If you have more than one cat, you might be familiar with cat fights, which are more technically termed inter-cat aggression. This situation frustrates owners and can cause cats to lose their home. Most inter-cat aggression involves intact same-gender cats and gets worse during mating season. That's why spaying or neutering before the first birthday decreases or prevents about 90 percent of inter-cat aggression.
But any two cats can decide they hate each other.
After all, you don't automatically love every human you meet. Why expect cats to be any different?
Cats usually work out their social standing with posturing and kitty bluffs, and neither kitty gets hurt. In these situations, cats can usually learn to tolerate and/or avoid each other.
However, the lowest ranking cat (often an older, or ill kitty) can become a target picked on by the other felines. Acting like a victim (slinking around, using submissive body language, hiding) is the equivalent of wearing a "kick me" sign and invites bullies to increase their bluster. Never allow cats to "fight it out" as that rarely settles conflicts, but instead makes matters worse.
Why Cats Fight
Cat-on-cat fights can result from redirected aggression, play aggression, and fear aggression. Changes to the cat's social group (addition or departure of a member) can prompt an increase in face-offs.
Environmental changes, such as moving or rearranging cat furniture or feeding/bathroom stations, also can cause the fur to fly. Basically, any change in the routine may leave one or more cats so stressed they take it out on each other. Cats reach social maturity at two to four years of age when many cats first challenge others for status.
A lack of space predisposes cats to territorial disputes. Cats mark property with cheek rubs, patrolling, and urine marking. Some diabolical felines lure others into their territory and then "discipline" the other cat for trespassing. Feline territorial aggression is notoriously hard to correct, and marking behavior is a hallmark of potential aggression. Outdoor cats are more aggressive on their home turf and the cat closest to home usually wins the dispute.
Cats use verbal and silent communication to elevate their status in the eyes of the other felines. They challenge each other with stares, forward-facing body position, hisses and growls, mounting behavior and nape bites, or blocking access to food, play, or attention.
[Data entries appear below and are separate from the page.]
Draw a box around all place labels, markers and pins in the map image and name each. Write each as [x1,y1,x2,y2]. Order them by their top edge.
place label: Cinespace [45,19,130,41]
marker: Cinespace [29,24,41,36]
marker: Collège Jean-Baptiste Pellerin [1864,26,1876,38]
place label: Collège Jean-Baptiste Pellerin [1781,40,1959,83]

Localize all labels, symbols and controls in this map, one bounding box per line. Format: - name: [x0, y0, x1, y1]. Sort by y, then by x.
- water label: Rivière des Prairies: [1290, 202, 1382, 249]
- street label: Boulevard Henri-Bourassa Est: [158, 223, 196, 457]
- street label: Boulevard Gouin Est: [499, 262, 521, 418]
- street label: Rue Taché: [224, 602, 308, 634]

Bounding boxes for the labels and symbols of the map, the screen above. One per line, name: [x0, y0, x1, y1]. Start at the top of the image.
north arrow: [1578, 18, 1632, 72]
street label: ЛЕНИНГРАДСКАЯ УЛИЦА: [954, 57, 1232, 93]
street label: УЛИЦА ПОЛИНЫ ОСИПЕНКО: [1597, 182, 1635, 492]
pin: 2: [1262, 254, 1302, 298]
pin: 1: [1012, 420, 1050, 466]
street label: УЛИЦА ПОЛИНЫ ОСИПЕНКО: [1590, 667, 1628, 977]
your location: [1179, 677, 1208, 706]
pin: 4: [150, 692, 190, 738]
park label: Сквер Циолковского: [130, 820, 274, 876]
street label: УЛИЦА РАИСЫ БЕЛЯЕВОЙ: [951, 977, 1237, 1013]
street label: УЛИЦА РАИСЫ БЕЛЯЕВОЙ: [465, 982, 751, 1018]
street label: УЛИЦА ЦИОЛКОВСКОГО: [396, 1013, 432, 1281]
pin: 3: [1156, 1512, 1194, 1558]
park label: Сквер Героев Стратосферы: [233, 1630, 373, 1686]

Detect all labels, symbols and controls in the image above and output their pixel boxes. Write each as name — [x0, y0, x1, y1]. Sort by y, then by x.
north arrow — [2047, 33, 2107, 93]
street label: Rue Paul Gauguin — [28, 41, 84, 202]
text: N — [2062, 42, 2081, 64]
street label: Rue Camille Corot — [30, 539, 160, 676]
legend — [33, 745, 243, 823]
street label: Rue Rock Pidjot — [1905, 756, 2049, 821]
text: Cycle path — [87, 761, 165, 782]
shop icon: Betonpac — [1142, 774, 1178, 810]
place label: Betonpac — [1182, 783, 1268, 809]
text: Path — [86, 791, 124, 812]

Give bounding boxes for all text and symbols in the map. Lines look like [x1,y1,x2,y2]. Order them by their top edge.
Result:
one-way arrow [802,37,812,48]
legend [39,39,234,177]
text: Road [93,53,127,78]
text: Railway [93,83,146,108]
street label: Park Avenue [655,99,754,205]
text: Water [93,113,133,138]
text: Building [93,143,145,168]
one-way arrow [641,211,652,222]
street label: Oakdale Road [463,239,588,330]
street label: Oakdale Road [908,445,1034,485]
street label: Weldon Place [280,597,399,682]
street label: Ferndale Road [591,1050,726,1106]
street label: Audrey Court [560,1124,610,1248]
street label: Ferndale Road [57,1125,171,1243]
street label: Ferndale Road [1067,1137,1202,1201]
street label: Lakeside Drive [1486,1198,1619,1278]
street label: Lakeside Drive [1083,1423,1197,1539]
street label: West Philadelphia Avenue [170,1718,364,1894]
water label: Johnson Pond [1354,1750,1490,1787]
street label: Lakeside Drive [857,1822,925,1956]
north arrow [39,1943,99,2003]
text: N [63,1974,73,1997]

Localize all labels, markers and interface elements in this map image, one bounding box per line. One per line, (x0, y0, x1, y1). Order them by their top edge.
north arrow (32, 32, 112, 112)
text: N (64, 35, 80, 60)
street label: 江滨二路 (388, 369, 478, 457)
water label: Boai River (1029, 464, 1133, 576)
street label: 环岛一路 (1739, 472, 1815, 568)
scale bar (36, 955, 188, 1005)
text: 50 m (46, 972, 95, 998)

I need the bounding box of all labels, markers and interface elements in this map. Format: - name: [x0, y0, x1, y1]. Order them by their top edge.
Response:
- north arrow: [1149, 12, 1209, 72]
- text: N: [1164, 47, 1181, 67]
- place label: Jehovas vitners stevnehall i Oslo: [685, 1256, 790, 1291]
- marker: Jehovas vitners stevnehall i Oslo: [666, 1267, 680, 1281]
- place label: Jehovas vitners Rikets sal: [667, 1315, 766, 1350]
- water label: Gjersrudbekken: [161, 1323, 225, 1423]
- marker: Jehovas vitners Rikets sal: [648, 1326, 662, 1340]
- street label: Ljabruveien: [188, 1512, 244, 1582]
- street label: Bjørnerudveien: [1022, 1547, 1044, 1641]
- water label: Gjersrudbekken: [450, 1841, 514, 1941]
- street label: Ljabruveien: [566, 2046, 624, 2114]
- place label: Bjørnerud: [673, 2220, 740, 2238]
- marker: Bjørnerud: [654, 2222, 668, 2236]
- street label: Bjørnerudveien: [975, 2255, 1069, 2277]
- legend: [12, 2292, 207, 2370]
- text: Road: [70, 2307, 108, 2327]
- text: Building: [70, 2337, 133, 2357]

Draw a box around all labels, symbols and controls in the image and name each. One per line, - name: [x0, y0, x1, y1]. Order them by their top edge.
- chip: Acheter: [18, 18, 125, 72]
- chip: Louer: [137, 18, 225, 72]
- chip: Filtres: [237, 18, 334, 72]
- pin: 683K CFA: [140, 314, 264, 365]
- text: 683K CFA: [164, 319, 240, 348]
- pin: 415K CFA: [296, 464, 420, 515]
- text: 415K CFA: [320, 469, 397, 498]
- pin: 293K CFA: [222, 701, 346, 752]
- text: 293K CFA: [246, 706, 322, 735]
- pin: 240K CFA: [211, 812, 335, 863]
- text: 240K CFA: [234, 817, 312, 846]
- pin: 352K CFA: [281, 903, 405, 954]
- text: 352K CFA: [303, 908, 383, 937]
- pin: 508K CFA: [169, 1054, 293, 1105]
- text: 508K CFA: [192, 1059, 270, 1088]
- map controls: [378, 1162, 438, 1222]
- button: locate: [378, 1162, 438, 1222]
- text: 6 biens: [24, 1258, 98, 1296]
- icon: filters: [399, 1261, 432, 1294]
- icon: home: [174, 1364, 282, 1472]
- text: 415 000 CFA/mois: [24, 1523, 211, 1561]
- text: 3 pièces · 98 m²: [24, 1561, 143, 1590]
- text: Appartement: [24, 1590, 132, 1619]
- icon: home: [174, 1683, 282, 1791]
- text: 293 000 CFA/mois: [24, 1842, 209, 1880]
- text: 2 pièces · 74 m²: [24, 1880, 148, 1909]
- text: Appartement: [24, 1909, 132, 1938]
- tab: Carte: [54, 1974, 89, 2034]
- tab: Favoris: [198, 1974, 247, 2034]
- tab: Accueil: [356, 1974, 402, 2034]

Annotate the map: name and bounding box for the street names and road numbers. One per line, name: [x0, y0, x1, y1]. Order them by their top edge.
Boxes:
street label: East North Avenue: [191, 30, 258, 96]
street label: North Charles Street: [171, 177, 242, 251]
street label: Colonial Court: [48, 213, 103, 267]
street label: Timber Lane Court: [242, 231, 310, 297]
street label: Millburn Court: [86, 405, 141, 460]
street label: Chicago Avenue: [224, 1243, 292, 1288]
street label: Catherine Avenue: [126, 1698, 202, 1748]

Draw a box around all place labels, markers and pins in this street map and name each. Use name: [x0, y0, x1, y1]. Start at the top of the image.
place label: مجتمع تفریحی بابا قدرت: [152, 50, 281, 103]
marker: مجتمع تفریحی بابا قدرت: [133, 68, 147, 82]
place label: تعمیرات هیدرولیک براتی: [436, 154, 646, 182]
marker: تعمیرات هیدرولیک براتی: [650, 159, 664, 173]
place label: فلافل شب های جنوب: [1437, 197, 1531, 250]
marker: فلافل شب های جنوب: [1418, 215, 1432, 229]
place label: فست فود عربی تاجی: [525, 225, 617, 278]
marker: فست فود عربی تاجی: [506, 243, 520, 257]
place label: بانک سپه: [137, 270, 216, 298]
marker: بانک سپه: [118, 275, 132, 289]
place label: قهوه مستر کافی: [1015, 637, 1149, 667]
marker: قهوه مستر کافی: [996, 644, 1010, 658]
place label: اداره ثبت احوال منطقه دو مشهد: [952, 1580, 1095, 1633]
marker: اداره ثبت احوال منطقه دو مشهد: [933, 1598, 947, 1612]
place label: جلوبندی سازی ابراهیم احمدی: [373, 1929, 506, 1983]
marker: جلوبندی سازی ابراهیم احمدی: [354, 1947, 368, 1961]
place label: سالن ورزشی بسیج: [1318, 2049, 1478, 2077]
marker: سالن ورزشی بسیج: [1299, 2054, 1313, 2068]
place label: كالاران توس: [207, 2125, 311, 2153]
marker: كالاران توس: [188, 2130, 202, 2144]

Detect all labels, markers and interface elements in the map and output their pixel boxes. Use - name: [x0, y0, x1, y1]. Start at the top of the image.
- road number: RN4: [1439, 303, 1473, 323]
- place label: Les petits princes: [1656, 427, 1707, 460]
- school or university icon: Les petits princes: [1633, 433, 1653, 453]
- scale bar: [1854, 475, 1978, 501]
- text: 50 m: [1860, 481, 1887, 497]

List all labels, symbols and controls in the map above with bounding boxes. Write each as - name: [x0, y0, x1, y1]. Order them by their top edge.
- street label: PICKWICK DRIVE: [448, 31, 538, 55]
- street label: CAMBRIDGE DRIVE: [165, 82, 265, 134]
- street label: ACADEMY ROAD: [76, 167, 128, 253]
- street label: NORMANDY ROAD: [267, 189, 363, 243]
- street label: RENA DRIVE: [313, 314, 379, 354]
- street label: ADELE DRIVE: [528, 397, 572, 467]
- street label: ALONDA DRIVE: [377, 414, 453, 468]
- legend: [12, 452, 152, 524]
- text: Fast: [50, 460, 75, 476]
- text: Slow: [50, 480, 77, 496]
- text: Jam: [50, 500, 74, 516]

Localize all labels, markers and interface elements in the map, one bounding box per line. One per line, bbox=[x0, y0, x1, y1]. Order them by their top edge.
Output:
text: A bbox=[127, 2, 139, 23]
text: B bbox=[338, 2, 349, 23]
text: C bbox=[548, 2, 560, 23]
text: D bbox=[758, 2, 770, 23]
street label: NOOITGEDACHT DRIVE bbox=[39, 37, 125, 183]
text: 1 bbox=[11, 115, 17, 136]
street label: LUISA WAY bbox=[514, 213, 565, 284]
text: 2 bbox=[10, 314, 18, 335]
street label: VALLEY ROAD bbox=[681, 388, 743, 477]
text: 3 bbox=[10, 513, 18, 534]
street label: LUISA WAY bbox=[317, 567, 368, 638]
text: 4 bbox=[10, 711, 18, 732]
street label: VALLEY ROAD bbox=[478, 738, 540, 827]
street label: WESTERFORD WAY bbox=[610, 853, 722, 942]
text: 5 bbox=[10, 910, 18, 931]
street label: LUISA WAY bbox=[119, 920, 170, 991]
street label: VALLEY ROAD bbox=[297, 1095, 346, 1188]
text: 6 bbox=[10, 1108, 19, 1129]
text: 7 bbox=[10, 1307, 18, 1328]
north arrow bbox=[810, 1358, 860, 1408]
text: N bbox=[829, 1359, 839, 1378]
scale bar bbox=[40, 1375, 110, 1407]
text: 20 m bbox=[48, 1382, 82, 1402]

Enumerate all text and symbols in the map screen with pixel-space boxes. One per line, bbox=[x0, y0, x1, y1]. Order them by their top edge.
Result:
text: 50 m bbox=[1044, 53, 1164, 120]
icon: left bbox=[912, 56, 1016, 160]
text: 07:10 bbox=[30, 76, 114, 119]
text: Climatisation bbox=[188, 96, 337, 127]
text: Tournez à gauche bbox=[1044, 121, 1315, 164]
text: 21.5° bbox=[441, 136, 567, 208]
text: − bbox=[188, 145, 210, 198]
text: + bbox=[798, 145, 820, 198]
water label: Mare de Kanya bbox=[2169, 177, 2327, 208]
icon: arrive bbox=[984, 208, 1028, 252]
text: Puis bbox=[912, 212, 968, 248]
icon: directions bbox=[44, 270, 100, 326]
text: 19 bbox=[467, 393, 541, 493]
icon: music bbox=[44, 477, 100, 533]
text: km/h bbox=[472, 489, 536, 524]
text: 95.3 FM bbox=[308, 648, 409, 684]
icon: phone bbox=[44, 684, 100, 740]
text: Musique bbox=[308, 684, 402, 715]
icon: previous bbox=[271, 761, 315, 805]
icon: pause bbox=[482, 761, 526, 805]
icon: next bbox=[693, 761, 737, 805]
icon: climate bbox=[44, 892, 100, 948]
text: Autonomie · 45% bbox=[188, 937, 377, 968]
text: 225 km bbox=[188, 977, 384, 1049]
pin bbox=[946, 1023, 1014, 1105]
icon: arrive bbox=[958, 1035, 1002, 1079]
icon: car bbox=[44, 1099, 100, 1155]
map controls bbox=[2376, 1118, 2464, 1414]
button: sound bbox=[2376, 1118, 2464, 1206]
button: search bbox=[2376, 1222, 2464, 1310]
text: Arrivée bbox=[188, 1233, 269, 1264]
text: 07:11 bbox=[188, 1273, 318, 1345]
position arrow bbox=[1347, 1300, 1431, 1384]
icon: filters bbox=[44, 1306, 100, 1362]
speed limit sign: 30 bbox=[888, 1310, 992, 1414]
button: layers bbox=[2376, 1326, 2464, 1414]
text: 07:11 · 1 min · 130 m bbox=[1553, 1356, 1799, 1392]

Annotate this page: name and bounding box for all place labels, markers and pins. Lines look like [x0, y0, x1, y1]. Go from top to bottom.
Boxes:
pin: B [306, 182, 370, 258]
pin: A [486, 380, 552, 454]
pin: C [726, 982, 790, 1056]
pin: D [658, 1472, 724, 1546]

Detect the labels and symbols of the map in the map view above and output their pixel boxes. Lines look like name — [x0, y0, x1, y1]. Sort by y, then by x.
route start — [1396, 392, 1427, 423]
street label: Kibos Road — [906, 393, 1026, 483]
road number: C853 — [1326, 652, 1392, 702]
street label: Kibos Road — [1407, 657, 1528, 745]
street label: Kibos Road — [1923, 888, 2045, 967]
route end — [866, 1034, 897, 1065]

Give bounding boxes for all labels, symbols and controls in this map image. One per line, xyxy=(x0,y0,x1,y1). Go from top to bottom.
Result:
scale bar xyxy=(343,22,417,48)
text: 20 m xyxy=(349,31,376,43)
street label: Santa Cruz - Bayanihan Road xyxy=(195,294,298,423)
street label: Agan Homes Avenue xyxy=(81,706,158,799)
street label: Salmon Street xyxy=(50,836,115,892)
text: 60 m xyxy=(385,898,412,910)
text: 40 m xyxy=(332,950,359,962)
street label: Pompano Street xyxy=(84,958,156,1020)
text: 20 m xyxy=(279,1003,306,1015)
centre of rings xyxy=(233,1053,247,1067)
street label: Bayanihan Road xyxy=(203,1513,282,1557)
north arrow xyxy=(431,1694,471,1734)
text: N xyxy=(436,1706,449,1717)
Some dominant cats use "power grooming" behavior, energetically licking the other cat to make her move away.
10 Tips to Stop Cat-to-Cat Aggression
- Reduce the urge to fight by adding more territorial space so the cats don't have to share climbing, hiding, and perching areas. Create a house of plenty with more toys, cat trees, litter boxes and feeding stations than the cats can use all at once.
- Electronic cat doors that can only be opened by the collared victim cat will allow her to access the entire home yet retreat to a safe area the aggressor can't follow. These pet doors open in response to the magnetic "key" inside the collar. Look for "keyed" pet doors at pet products stores or on the Internet, and install them in your interior door to keep one cat upstairs.
- Avoid rewarding poor behavior. Giving food or attention to the aggressive cat may calm the angst but actually pays her to be a bully. Instead, catch Sheba before she gets hissy and redirect her behavior with an interactive toy, such as a flashlight beam, to lure her into play in another direction. That can also help her associate good things with the other cat, rather than with being nasty.
- If the toy doesn't work, interrupt with an aerosol hiss. Then once the cat walks away and is calm, reinforce the desirable treat, toy or attention.
- Go back to basics and treat the aggressive cats as though introducing them for the first time. It's best to give the victim cat the choice location of the house and sequester the bully cat in the isolation room.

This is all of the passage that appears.